### Assignment
Copy the complete listing word for word, but do not carry over any images.
====
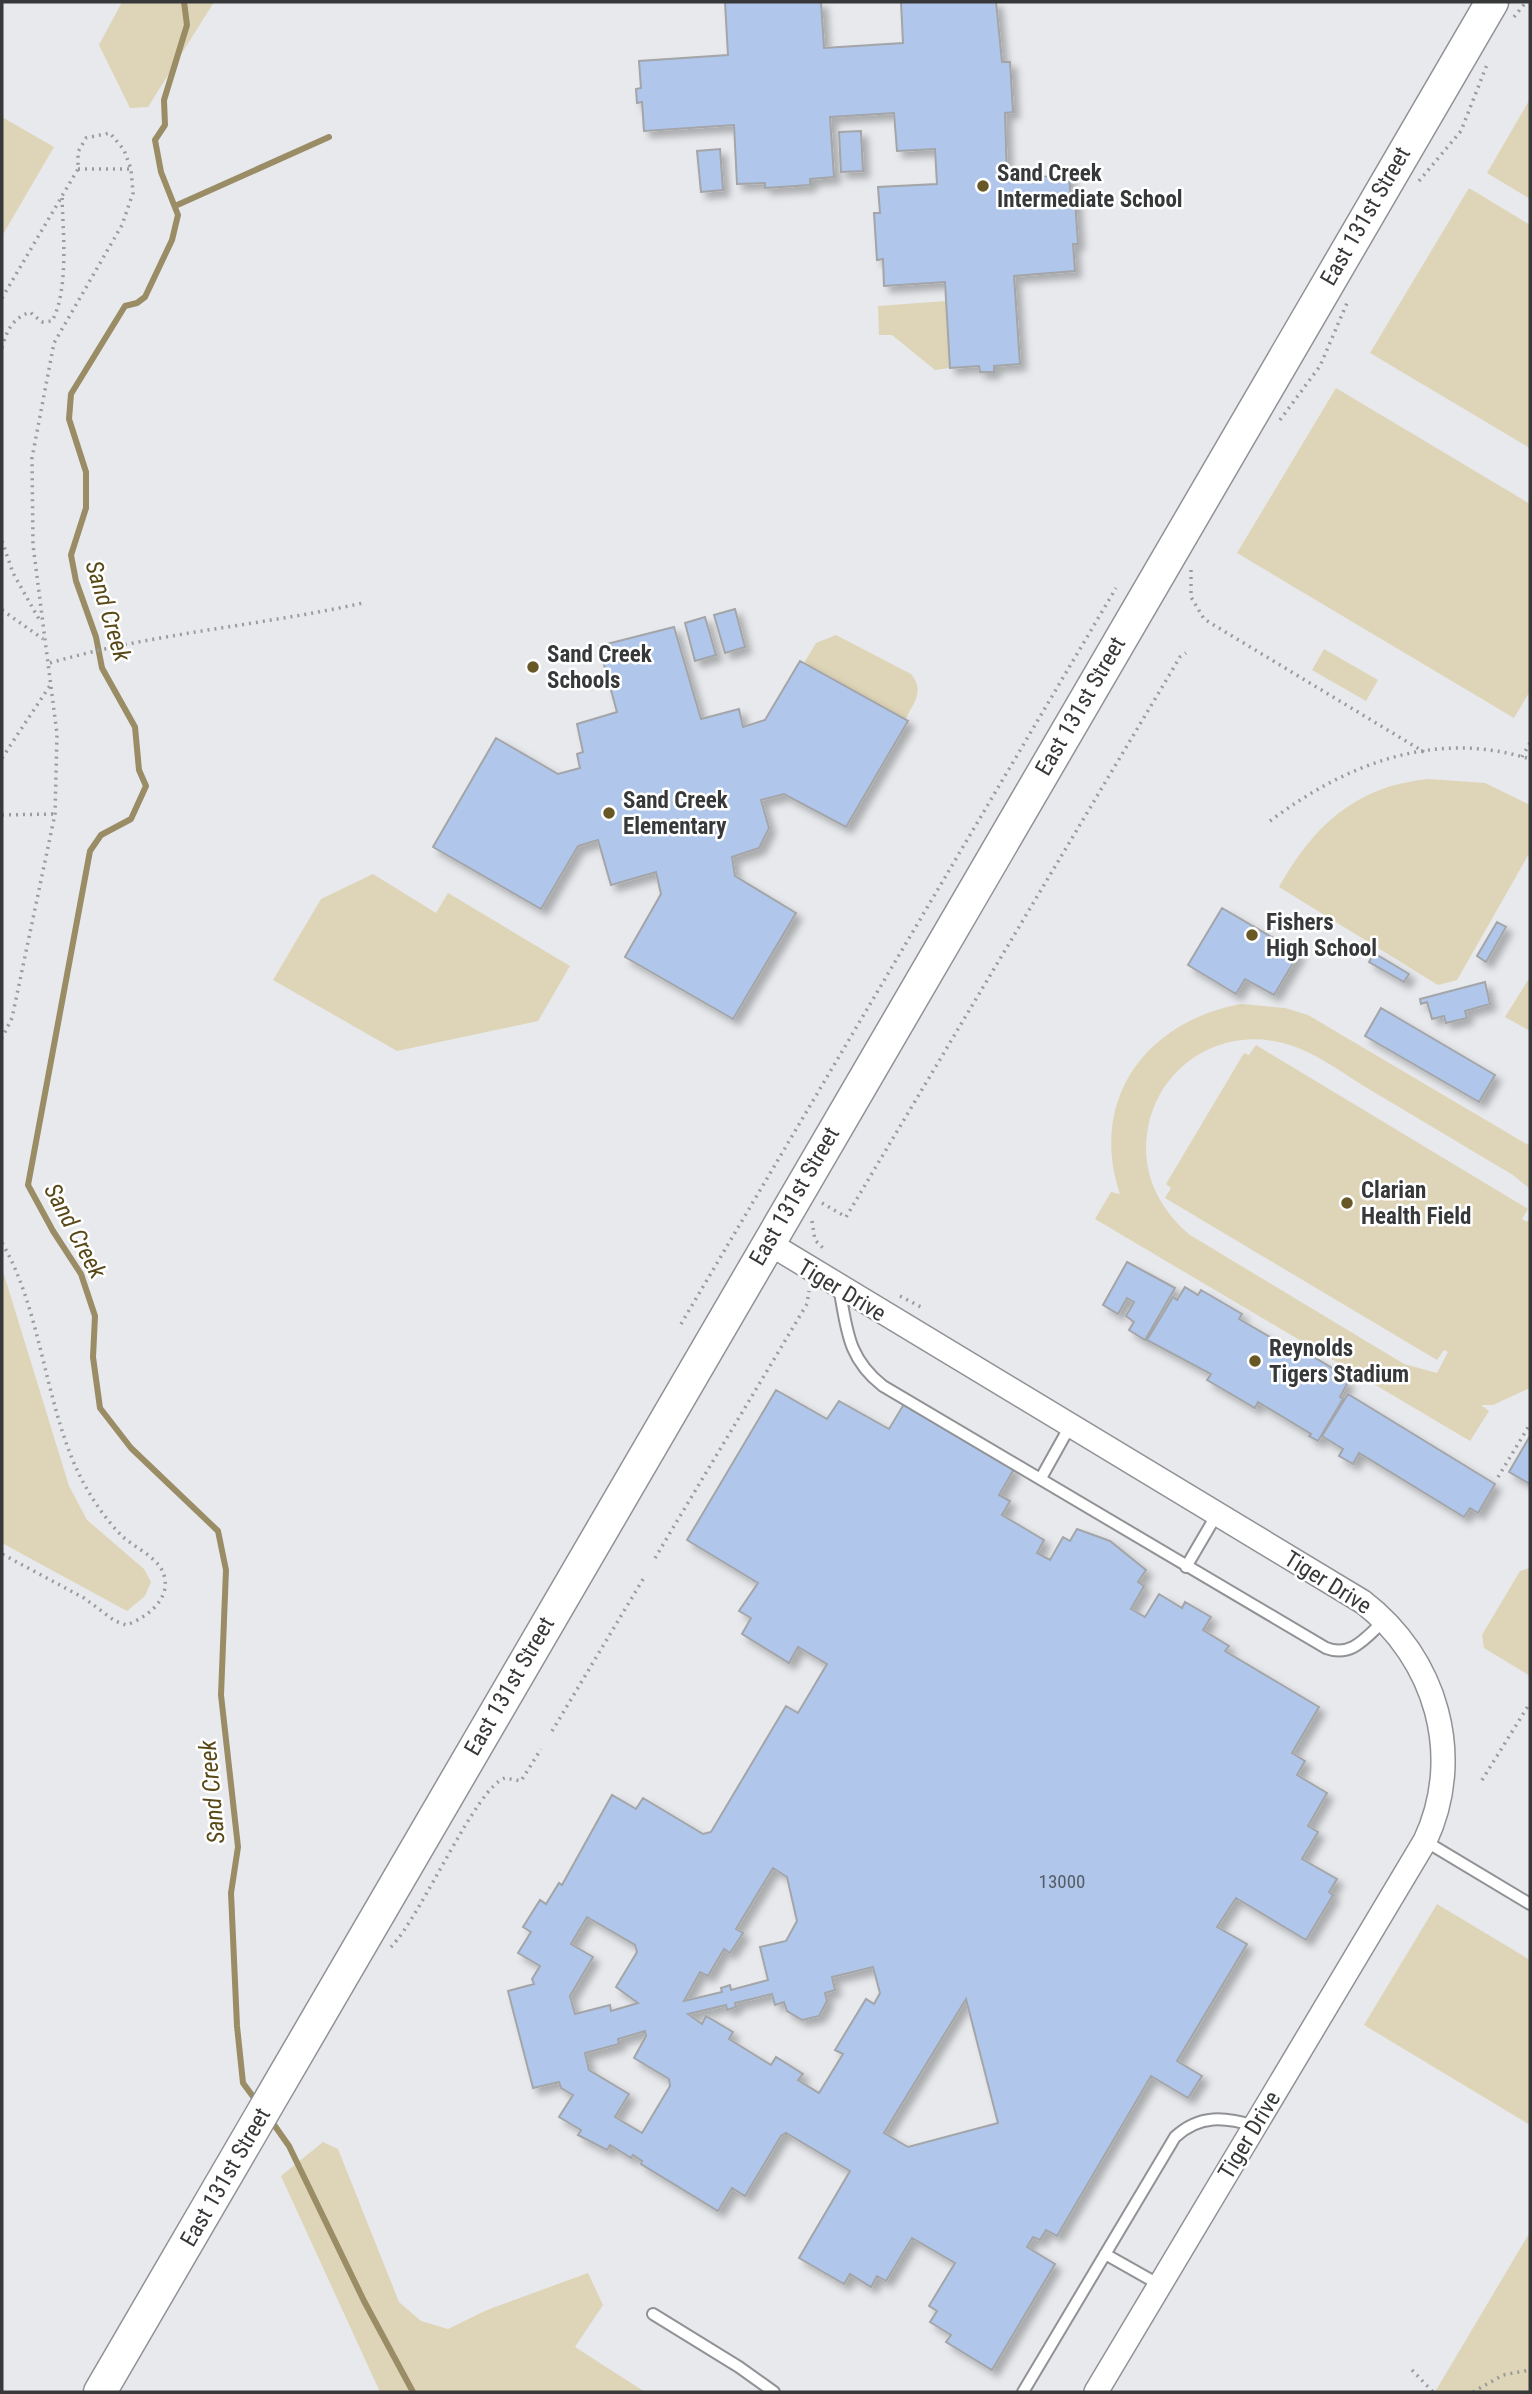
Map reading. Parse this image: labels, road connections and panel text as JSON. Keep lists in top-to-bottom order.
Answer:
{
  "streets": {
    "street": ["East 131st Street", "Tiger Drive"]
  },
  "crossings": [
    ["East 131st Street", "Tiger Drive"]
  ],
  "water": ["Sand Creek"],
  "places": [
    "Sand Creek Intermediate School",
    "Sand Creek Schools",
    "Sand Creek Elementary",
    "Fishers High School",
    "Clarian Health Field",
    "Reynolds Tigers Stadium"
  ],
  "house_numbers": ["13000"]
}
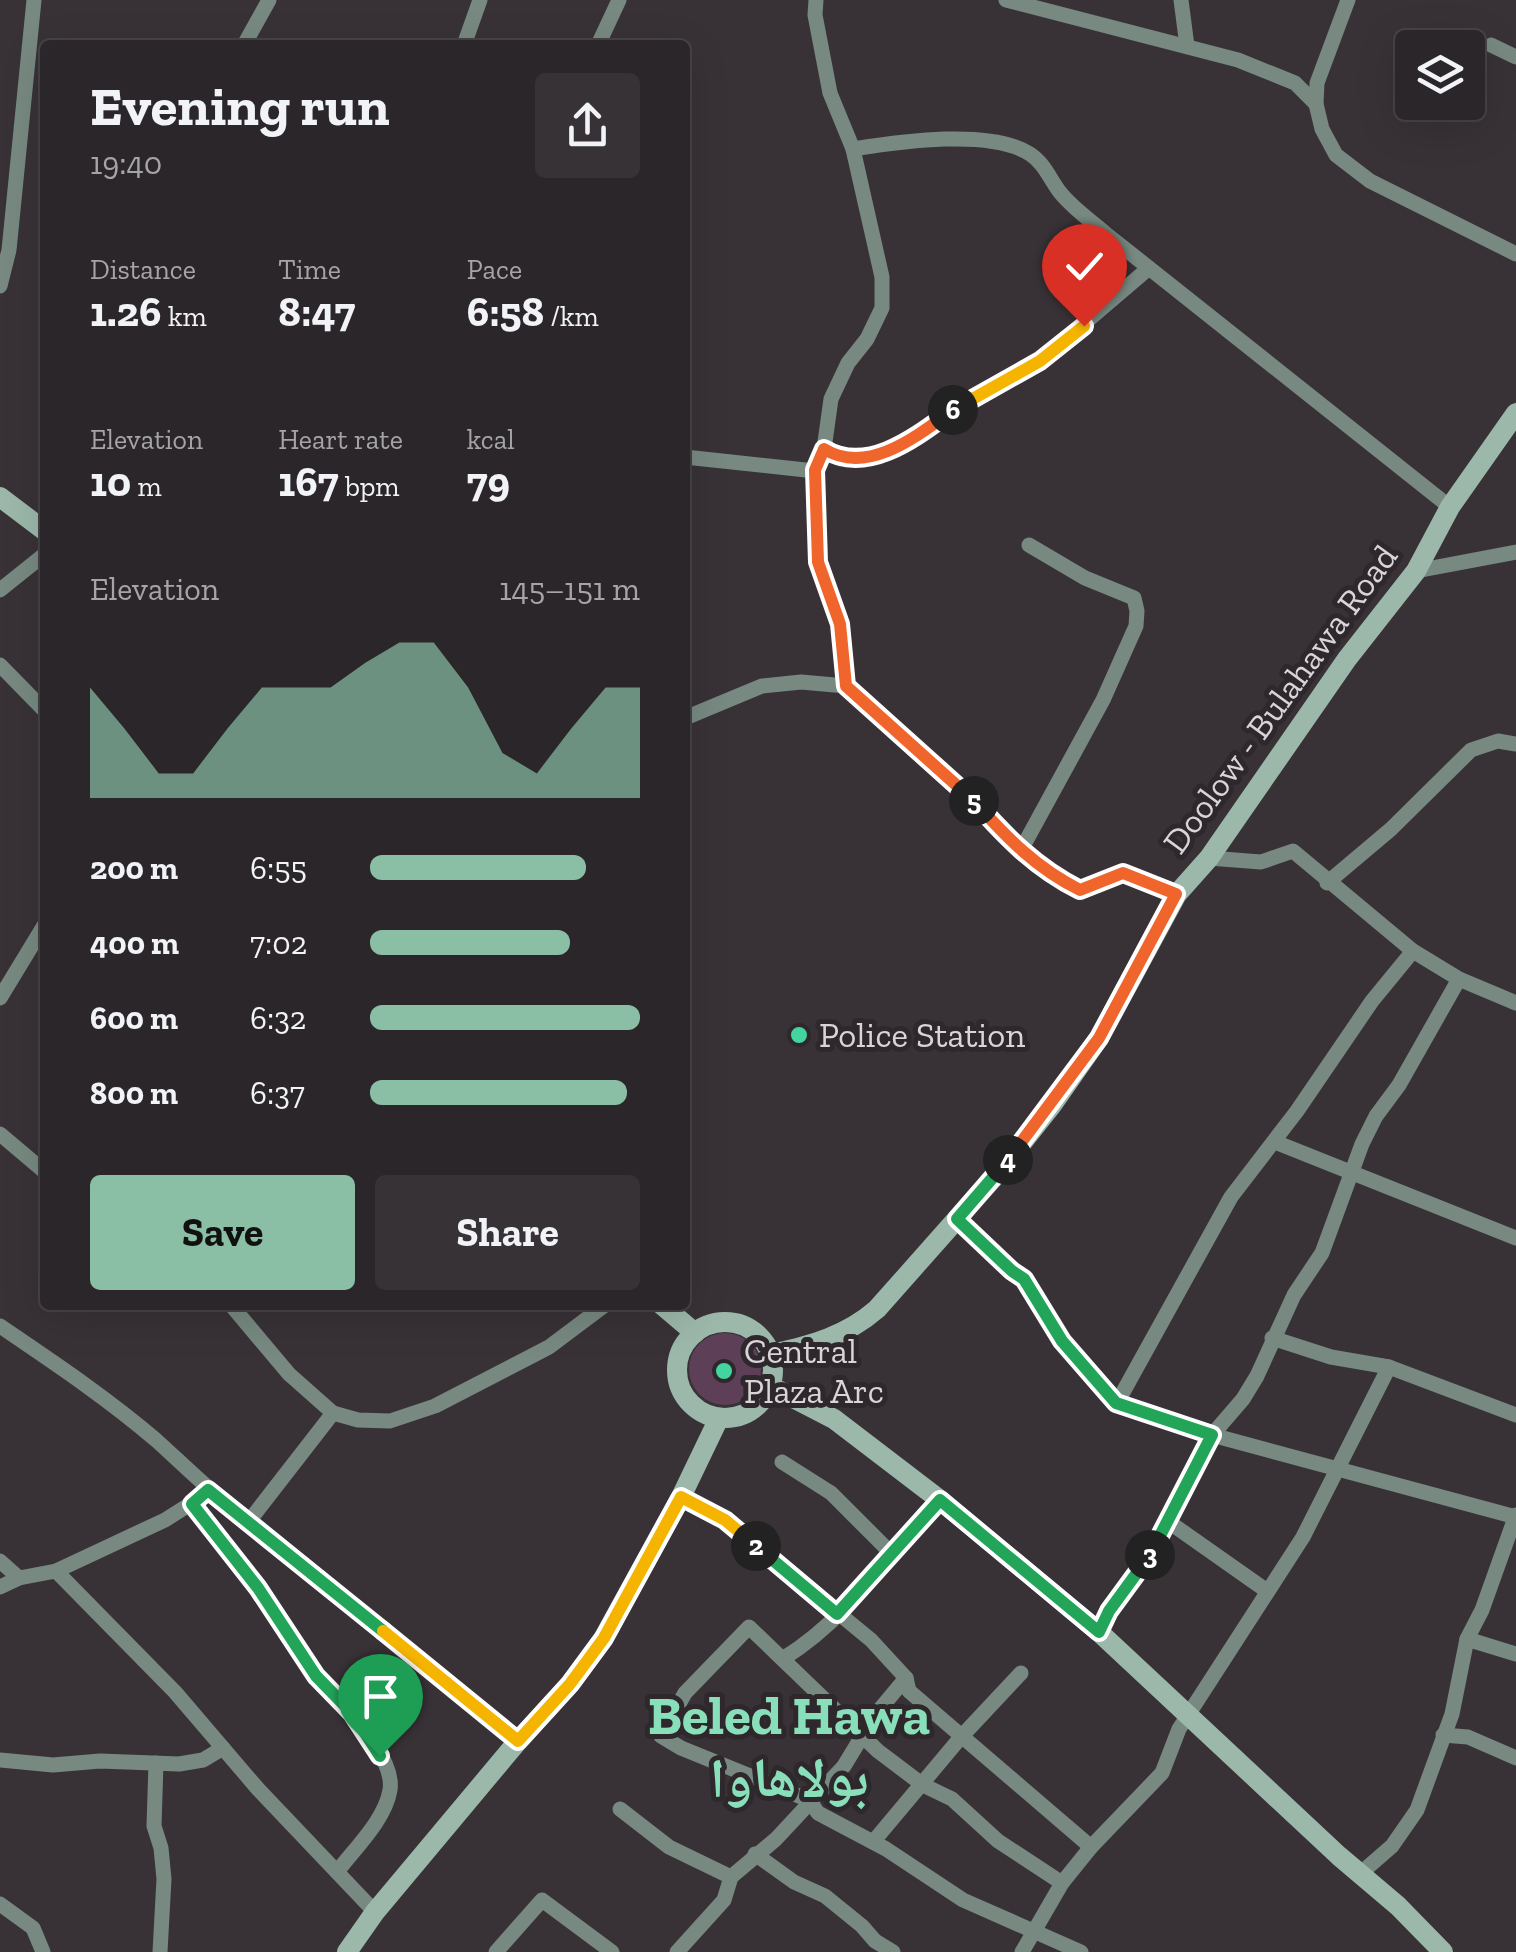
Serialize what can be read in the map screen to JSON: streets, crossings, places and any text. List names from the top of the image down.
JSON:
{
  "streets": {
    "main road": ["Doolow - Bulahawa Road"]
  },
  "districts": ["Beled Hawa بولاهاوا"],
  "places": ["Police Station", "Central Plaza Arc"],
  "page": {
    "heading": ["Evening run", "19:40"],
    "stats": [
      ["Distance", "1.26 km"],
      ["Time", "8:47"],
      ["Pace", "6:58 /km"],
      ["Elevation", "10 m"],
      ["Heart rate", "167 bpm"],
      ["kcal", "79"]
    ],
    "pins": [
      "6",
      "5",
      "4",
      "2",
      "3"
    ],
    "chart": ["Elevation", "145–151 m"],
    "list": [
      {
        "name": "200 m",
        "note": "6:55"
      },
      {
        "name": "400 m",
        "note": "7:02"
      },
      {
        "name": "600 m",
        "note": "6:32"
      },
      {
        "name": "800 m",
        "note": "6:37"
      }
    ],
    "buttons": ["Save", "Share"]
  }
}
====
### Output for this exercise
Map reading. Parse this image: labels, road connections and panel text as JSON. Keep lists in top-to-bottom order.
Answer:
{
  "streets": {
    "street": ["East 131st Street", "Tiger Drive"]
  },
  "crossings": [
    ["East 131st Street", "Tiger Drive"]
  ],
  "water": ["Sand Creek"],
  "places": [
    "Sand Creek Intermediate School",
    "Sand Creek Schools",
    "Sand Creek Elementary",
    "Fishers High School",
    "Clarian Health Field",
    "Reynolds Tigers Stadium"
  ],
  "house_numbers": ["13000"]
}
Serialize what can be read in the map screen to JSON: streets, crossings, places and any text. List names from the top of the image down.
JSON:
{
  "streets": {
    "main road": ["Doolow - Bulahawa Road"]
  },
  "districts": ["Beled Hawa بولاهاوا"],
  "places": ["Police Station", "Central Plaza Arc"],
  "page": {
    "heading": ["Evening run", "19:40"],
    "stats": [
      ["Distance", "1.26 km"],
      ["Time", "8:47"],
      ["Pace", "6:58 /km"],
      ["Elevation", "10 m"],
      ["Heart rate", "167 bpm"],
      ["kcal", "79"]
    ],
    "pins": [
      "6",
      "5",
      "4",
      "2",
      "3"
    ],
    "chart": ["Elevation", "145–151 m"],
    "list": [
      {
        "name": "200 m",
        "note": "6:55"
      },
      {
        "name": "400 m",
        "note": "7:02"
      },
      {
        "name": "600 m",
        "note": "6:32"
      },
      {
        "name": "800 m",
        "note": "6:37"
      }
    ],
    "buttons": ["Save", "Share"]
  }
}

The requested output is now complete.